[PROBLEM DETAILS] All lines with the word "justify" must be pulled from the entries below.

[Saved entries]
[Start of section]

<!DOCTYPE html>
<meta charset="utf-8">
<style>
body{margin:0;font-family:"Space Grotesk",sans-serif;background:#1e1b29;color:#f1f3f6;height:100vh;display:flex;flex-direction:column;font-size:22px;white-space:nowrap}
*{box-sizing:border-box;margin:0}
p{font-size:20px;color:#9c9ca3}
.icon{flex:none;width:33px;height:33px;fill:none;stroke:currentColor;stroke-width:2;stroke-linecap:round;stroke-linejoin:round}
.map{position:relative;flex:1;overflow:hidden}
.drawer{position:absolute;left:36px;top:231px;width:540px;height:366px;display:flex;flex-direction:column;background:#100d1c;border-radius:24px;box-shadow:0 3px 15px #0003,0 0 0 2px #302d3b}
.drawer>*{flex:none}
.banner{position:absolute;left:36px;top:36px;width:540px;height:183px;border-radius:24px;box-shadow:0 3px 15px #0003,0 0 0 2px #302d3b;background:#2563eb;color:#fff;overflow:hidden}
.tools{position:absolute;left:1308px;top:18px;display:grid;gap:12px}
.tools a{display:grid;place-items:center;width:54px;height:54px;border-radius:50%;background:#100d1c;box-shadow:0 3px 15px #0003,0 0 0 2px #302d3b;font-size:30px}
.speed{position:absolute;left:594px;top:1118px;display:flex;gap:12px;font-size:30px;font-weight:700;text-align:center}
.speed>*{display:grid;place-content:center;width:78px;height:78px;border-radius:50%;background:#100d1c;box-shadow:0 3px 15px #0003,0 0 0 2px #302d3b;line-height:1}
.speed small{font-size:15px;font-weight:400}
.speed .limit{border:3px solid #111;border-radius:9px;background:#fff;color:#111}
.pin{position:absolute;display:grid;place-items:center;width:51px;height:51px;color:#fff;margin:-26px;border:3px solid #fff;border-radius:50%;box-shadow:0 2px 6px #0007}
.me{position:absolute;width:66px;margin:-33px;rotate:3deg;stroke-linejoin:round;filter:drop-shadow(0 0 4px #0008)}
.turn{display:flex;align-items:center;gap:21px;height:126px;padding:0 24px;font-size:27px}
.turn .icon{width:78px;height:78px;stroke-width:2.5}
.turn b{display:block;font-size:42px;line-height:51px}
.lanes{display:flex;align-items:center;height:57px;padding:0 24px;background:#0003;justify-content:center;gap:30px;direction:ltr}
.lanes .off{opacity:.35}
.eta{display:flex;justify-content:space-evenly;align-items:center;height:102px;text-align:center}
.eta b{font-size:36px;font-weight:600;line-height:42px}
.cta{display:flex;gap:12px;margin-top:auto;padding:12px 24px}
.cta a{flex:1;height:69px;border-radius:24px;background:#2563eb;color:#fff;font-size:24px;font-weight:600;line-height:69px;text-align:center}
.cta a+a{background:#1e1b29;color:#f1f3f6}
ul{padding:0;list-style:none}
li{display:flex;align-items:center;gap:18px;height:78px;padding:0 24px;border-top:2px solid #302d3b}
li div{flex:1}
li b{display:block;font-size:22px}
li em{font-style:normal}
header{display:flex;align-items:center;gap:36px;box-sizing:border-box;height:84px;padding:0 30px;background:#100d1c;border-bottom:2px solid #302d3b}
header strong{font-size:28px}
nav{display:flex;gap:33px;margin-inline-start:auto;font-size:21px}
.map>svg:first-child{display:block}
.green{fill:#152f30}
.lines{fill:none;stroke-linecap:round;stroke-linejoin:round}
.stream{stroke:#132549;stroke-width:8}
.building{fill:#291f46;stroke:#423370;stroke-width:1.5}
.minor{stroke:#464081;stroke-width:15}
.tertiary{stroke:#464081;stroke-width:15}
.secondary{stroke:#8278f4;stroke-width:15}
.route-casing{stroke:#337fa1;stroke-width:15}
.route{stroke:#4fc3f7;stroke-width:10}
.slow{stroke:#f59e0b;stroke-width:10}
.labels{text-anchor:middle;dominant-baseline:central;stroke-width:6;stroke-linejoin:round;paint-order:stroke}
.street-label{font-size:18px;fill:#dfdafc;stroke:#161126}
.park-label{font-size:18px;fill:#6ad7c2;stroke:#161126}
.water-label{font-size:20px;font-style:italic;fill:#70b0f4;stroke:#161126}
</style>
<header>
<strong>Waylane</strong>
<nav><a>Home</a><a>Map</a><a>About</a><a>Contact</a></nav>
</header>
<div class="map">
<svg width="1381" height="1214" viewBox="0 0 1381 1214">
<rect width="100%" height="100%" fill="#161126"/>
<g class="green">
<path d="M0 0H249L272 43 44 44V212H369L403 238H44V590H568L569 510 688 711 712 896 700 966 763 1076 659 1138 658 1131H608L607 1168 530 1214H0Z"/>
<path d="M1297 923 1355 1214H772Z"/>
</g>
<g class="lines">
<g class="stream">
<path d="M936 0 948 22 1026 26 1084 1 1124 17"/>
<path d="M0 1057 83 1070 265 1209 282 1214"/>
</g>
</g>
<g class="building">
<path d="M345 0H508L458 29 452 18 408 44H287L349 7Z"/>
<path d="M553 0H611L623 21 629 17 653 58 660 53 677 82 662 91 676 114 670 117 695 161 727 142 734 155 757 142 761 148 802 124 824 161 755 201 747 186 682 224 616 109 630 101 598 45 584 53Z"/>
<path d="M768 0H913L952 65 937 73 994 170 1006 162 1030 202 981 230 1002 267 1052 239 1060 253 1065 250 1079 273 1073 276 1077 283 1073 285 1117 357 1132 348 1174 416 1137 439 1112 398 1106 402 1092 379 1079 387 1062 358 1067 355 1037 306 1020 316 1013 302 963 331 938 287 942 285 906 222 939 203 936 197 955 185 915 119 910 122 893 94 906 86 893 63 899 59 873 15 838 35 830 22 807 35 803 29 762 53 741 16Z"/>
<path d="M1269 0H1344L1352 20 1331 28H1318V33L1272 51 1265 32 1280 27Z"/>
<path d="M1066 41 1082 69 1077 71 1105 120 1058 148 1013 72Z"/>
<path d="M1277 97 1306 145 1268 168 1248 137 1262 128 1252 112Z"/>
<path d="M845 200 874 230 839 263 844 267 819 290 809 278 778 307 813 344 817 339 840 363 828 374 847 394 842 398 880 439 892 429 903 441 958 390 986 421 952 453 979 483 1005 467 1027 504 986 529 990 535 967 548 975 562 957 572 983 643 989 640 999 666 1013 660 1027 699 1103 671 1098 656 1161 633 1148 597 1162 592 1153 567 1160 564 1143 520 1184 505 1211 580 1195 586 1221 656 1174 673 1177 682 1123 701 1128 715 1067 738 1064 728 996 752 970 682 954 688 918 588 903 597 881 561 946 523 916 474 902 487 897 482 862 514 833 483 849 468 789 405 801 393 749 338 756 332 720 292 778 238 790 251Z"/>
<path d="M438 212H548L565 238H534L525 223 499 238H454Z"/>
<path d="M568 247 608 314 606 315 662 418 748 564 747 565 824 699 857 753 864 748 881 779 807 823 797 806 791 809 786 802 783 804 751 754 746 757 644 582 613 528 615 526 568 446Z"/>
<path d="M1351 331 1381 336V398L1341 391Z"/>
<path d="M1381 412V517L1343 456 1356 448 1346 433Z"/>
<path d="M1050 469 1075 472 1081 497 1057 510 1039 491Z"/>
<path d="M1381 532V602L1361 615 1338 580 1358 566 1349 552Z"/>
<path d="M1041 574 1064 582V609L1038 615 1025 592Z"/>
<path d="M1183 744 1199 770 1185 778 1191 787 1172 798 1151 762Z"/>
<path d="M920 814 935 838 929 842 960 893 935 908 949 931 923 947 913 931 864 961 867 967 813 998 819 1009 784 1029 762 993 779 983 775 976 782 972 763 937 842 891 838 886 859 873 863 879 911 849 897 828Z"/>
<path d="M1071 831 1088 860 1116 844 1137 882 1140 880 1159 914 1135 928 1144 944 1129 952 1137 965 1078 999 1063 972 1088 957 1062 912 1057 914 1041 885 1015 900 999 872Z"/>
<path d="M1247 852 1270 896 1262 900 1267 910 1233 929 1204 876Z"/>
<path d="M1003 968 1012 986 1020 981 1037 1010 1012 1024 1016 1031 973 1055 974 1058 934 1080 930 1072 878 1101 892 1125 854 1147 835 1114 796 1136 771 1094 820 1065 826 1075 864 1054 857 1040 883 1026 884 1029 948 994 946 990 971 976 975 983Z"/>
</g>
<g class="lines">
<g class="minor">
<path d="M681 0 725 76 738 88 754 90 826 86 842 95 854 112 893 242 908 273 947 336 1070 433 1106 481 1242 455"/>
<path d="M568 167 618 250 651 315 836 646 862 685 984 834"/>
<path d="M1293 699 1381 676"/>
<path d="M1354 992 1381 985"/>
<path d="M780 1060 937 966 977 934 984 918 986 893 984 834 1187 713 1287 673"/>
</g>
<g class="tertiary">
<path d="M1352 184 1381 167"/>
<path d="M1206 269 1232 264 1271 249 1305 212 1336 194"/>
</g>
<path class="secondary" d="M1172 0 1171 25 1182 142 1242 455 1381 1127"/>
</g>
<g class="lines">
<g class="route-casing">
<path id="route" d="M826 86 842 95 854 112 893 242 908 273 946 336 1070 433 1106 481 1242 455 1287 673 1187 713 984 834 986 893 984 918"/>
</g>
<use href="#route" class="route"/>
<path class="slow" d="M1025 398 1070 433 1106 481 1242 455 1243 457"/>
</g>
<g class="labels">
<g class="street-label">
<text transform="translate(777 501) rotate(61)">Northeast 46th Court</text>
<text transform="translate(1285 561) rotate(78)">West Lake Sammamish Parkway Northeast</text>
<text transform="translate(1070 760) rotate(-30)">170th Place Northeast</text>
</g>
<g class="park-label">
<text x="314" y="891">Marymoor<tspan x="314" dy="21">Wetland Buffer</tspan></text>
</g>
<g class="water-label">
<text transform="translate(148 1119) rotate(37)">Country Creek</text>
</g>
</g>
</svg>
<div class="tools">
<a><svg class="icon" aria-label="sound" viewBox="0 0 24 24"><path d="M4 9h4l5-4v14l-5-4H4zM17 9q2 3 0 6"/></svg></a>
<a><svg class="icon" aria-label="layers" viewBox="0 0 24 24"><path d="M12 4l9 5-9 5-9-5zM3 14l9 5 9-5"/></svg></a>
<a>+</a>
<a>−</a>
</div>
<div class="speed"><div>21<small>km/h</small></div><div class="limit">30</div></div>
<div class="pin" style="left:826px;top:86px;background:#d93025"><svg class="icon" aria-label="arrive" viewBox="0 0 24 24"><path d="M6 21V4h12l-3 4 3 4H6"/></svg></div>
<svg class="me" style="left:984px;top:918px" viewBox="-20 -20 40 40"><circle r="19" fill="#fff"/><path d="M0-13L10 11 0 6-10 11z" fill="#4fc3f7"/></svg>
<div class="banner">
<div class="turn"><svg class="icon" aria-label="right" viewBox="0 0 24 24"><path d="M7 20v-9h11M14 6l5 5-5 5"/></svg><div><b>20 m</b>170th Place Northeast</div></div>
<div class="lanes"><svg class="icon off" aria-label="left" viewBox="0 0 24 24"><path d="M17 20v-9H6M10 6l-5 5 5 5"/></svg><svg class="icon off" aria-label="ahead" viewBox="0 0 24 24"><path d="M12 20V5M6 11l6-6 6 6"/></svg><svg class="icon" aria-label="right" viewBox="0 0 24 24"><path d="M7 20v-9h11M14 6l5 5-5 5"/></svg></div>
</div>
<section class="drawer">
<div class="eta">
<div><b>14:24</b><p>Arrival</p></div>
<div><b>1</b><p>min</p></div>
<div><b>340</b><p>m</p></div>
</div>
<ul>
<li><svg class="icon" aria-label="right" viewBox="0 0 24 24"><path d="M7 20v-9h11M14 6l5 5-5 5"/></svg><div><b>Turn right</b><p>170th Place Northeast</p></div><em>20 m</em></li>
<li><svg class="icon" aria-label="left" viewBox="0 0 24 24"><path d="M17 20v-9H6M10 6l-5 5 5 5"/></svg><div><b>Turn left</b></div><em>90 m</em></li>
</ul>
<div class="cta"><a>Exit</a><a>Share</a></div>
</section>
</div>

[End of section]

[SOLUTION FOR THIS TASK]
.lanes{display:flex;align-items:center;height:57px;padding:0 24px;background:#0003;justify-content:center;gap:30px;direction:ltr}
.eta{display:flex;justify-content:space-evenly;align-items:center;height:102px;text-align:center}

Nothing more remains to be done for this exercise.